What is thrombin time and why is it studied?

Detailed description of the study

Thrombin is one of the key enzymes that influences the regulation of the blood coagulation system. It determines the stabilization of the blood clot, which is important for stopping bleeding. Changes in serum thrombin concentrations may reflect abnormalities in blood clotting (hemostasis). Thrombin is the main link in the last stage of coagulation (blood clot formation).
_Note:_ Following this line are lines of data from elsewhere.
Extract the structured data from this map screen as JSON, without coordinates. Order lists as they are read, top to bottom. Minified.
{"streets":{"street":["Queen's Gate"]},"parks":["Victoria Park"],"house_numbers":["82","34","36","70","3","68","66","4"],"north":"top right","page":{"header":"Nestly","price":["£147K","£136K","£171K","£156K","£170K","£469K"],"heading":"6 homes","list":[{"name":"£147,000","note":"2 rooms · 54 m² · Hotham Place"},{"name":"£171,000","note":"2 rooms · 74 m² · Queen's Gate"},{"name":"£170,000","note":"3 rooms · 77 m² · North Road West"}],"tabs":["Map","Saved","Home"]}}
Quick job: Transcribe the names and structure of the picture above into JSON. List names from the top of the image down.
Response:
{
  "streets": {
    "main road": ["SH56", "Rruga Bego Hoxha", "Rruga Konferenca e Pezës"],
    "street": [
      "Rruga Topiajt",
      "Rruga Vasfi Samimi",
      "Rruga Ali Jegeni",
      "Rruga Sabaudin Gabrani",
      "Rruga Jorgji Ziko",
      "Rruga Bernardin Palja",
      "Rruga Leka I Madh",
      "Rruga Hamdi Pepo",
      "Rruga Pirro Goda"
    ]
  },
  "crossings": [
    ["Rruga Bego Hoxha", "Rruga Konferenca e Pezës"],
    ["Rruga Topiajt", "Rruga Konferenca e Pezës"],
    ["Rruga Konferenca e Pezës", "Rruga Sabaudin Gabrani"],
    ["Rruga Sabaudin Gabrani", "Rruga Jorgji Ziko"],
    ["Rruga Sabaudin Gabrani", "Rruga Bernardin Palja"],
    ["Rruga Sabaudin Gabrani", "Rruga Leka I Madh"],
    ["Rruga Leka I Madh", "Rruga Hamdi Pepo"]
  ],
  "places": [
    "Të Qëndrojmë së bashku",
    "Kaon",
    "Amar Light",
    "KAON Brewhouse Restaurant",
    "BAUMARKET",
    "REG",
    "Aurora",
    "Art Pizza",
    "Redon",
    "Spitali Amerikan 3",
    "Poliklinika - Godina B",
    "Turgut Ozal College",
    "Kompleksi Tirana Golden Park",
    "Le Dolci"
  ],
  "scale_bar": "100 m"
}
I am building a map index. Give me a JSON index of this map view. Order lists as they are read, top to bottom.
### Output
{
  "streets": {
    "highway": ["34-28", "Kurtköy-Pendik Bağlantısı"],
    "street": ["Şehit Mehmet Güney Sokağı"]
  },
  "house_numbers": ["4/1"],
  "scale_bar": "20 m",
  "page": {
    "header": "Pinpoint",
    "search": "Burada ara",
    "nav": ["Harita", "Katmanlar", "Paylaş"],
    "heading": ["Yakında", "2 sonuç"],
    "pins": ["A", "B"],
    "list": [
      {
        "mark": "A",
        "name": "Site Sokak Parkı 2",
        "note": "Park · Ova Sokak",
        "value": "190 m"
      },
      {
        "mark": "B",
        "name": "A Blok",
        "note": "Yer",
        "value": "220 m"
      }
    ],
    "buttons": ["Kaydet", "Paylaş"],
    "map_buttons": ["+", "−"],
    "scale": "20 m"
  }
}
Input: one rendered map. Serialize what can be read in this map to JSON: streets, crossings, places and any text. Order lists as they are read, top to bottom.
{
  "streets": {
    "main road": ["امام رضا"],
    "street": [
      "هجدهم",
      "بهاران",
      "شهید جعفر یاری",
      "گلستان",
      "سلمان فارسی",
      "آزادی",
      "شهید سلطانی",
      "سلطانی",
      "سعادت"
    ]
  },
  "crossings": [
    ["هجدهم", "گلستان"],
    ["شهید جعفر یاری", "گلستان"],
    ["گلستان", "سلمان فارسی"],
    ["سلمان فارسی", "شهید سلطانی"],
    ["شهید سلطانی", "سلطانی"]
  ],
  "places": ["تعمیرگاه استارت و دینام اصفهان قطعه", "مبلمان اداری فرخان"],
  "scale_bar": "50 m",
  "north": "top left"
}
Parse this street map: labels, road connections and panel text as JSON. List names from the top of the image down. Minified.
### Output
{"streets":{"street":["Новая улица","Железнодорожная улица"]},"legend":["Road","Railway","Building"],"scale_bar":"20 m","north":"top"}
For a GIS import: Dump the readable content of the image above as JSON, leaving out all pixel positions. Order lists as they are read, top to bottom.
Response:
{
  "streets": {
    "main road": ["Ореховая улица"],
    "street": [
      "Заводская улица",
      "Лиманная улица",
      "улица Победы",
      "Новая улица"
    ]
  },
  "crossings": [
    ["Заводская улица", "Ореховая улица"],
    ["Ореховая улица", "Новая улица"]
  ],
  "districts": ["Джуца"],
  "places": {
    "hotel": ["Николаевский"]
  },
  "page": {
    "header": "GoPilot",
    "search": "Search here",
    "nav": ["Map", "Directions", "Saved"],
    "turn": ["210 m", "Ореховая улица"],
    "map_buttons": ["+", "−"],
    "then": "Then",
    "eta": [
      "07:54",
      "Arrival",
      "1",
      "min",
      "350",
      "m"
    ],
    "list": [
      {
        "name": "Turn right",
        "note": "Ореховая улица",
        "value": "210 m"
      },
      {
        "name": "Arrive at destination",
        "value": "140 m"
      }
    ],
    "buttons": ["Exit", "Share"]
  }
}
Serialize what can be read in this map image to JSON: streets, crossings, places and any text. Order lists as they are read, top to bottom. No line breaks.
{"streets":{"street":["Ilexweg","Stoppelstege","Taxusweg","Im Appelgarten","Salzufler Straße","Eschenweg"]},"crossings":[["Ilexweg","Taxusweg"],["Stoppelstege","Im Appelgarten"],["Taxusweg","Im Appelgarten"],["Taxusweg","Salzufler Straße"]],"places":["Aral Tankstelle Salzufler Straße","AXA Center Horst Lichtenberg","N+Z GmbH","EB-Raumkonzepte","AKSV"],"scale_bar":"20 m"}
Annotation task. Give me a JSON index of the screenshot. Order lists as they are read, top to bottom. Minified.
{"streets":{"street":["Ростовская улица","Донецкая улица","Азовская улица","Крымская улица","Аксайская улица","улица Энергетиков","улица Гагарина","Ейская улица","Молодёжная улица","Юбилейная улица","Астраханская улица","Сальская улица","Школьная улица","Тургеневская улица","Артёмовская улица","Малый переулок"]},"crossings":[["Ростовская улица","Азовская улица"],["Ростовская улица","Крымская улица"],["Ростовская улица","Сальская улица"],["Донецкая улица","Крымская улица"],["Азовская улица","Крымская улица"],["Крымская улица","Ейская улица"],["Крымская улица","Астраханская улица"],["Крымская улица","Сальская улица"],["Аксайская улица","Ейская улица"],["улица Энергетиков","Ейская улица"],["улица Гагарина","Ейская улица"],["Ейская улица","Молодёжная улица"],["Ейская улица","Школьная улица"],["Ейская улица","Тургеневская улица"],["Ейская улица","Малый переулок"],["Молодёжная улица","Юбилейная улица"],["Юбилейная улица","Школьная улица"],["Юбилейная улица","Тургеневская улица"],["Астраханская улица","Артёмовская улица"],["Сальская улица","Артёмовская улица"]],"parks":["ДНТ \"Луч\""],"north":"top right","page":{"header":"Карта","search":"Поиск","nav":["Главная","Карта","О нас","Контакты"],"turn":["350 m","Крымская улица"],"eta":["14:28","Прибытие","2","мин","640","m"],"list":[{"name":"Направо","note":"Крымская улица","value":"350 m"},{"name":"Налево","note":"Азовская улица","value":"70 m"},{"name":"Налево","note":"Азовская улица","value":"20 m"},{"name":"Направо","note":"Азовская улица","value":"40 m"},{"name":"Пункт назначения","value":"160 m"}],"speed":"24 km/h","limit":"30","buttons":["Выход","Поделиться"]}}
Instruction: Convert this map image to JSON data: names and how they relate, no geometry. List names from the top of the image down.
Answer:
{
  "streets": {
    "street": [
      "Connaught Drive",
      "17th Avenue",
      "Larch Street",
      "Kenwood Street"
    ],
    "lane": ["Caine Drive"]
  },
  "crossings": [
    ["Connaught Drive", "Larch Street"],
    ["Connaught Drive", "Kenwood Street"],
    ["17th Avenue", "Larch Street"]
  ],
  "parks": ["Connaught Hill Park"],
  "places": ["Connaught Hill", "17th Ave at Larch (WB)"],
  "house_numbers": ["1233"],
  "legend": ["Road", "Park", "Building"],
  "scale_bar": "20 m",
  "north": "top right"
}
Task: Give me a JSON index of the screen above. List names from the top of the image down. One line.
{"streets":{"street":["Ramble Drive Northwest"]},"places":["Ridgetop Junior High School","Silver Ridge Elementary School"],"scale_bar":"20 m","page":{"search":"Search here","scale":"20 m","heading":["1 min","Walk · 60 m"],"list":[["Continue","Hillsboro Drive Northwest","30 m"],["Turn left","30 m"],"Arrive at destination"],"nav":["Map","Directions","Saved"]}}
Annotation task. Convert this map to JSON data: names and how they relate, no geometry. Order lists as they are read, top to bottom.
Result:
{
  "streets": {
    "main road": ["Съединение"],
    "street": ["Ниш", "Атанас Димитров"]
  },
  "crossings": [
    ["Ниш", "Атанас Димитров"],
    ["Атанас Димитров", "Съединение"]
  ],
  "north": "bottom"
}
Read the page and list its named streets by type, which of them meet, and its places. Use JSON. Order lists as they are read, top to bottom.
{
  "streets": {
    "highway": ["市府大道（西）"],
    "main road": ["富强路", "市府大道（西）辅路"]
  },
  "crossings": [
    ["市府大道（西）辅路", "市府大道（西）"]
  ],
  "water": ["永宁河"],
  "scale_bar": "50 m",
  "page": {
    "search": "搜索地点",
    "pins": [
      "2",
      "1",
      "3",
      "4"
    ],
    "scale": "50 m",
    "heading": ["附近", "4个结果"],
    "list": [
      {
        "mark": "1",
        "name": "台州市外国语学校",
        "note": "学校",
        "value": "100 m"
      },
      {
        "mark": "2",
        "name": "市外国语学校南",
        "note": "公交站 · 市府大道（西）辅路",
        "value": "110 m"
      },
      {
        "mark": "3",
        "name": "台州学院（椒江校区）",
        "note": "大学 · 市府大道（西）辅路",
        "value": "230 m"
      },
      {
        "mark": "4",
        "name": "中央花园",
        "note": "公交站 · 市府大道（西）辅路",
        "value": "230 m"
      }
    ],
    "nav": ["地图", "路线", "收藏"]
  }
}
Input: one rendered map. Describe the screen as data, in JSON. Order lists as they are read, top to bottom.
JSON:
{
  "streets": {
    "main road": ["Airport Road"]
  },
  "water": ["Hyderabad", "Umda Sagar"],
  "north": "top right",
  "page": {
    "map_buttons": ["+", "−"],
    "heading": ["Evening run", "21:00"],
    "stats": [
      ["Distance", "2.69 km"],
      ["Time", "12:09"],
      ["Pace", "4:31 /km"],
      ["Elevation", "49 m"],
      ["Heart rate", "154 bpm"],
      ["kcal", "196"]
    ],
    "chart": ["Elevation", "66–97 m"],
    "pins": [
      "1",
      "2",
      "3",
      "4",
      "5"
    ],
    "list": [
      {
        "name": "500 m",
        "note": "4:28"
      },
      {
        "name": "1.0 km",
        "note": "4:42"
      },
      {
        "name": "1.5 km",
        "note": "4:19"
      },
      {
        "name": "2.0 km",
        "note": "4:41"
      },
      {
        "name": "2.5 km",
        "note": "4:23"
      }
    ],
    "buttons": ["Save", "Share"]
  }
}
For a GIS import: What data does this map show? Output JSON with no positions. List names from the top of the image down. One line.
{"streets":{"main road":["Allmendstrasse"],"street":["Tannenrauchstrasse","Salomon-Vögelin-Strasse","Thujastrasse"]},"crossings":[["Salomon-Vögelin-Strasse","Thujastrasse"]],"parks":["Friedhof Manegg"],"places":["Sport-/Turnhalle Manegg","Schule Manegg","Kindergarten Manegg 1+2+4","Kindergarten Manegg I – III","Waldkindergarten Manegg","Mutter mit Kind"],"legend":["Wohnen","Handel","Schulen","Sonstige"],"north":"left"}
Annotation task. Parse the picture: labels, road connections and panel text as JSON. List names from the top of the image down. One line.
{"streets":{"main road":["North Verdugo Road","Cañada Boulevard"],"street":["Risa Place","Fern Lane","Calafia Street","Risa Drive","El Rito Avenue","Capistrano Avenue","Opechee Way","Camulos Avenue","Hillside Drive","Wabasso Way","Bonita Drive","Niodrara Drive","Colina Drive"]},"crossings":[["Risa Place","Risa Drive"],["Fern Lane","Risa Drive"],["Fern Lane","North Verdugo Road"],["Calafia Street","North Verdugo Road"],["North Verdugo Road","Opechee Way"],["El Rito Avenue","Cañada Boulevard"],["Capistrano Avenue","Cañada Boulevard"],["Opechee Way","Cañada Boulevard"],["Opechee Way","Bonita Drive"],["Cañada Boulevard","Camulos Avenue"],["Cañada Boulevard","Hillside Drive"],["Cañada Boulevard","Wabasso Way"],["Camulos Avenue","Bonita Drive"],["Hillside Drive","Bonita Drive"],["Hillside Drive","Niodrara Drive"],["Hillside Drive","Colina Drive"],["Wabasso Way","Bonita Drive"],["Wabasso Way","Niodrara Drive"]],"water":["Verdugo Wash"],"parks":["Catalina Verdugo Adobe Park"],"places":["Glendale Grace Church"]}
The length of time required for a blood clot to form is called “thrombin time.”

Many components are involved in the formation of a blood clot, and the process itself takes place in several stages. At the final stage, fibrinogen dissolved in the blood plasma is converted into fibrin under the influence of thrombin, which stabilizes the blood clot.

This stage consists of three successive steps:

1. First, thrombin cleaves parts (fibrinopeptides) A ​​and B from fibrinogen;
2. The remaining fibrin strands join together and form soluble complexes;
3. Soluble complexes are converted into insoluble ones thanks to thrombin (it activates blood coagulation factor XIII and the enzyme plasma transglutaminase).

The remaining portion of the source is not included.